Lions calling out in the predawn while everybody gathers around the pot of coffee, drowsy anticipation around the long-burning embers of last night’s ironwood fire, then the lumbering morning sun — if your driver/guide is good, artfully positioned behind a herd of grazing … anything, really, makes for as great a start to the day as any you could dream up.
The safari campfire at night can bring African life right up close before your eyes. Once in the Zambian bush, our guide Aubrey grew melancholy by the campfire. The lantern cast an unsure light and a rich Milky Way splayed out overhead.
Aubrey once had three sisters and three brothers. Now he’s the head of the family.
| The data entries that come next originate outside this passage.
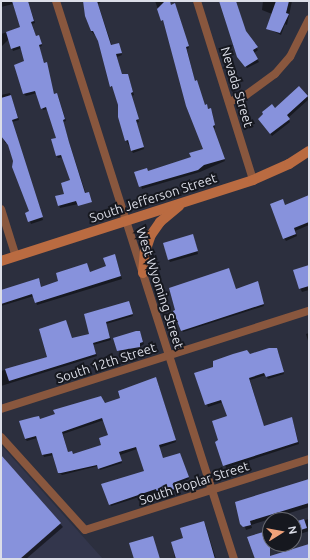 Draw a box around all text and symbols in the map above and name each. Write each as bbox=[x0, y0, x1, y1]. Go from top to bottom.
street label: Nevada Street bbox=[217, 45, 257, 129]
street label: South Jefferson Street bbox=[87, 170, 219, 226]
street label: West Wyoming Street bbox=[133, 225, 187, 351]
street label: South 12th Street bbox=[54, 340, 158, 386]
street label: South Poplar Street bbox=[137, 458, 251, 508]
north arrow bbox=[262, 512, 302, 552]
text: N bbox=[286, 525, 299, 535] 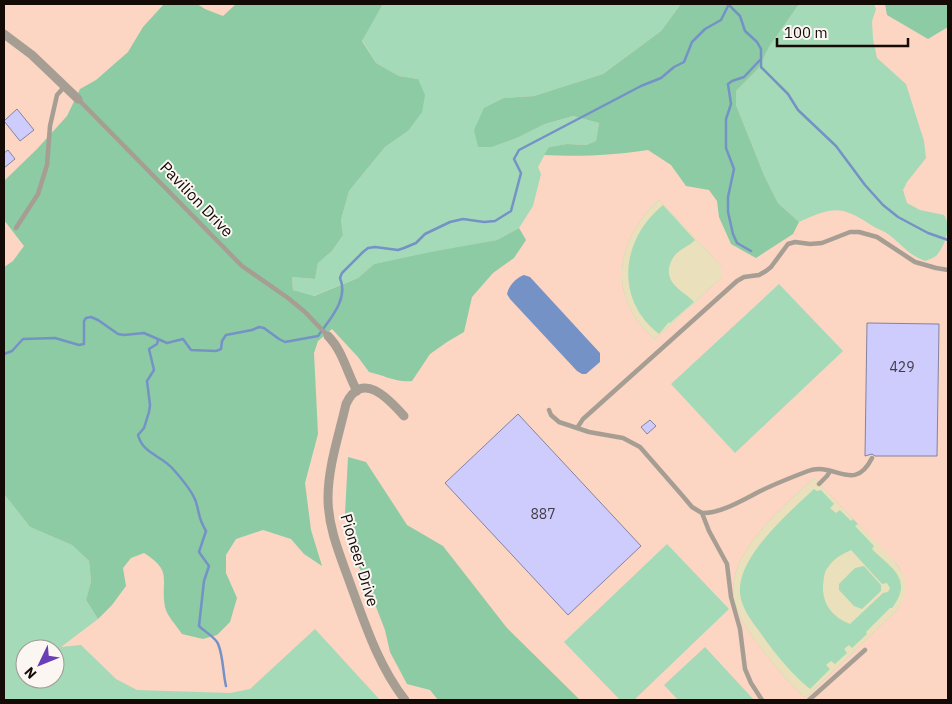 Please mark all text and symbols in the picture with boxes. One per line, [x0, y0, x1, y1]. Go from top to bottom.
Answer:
scale bar [777, 15, 908, 47]
text: 100 m [784, 23, 828, 42]
street label: Pavilion Drive [156, 157, 238, 241]
house number: 429 [889, 358, 915, 376]
house number: 887 [530, 505, 556, 523]
street label: Pioneer Drive [336, 511, 384, 609]
north arrow [15, 639, 65, 689]
text: N [20, 663, 41, 683]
He has one sister, and more matter-of-factly than I think I would, he told us the others died of “natural causes.”
His mother’s brother was ill south of Lusaka. She went to care for him. While she was gone, one of her sons, younger than Aubrey, took ill. They sent word and she boarded a bus home. A few kilometers south of Chipata, the nearest proper town, the bus blew a tire and his mother was killed. Aubrey’s father was already ill, so Aubrey went to get the body and they buried her the next day. His father lost the will to live, Aubrey says, and died four months later.
“This is African life,” he said.
Aubrey looked tired. This was all heartbreak and woe.
He told another story, though, and brightened as he did. It was hard to understand it all, but the outline is that, according to a Zambian folk practice, a log is set alight to burn for one month, and during that month a couple must conceive.
The prospective groom’s uncle on his mother’s side goes to his desired bride’s family to negotiate a bride price – cows, for example, or maybe even simply that they can visit their daughter as often as they want. Once the bride price is settled, an elaborate ritual takes place to get her to the wedding bed.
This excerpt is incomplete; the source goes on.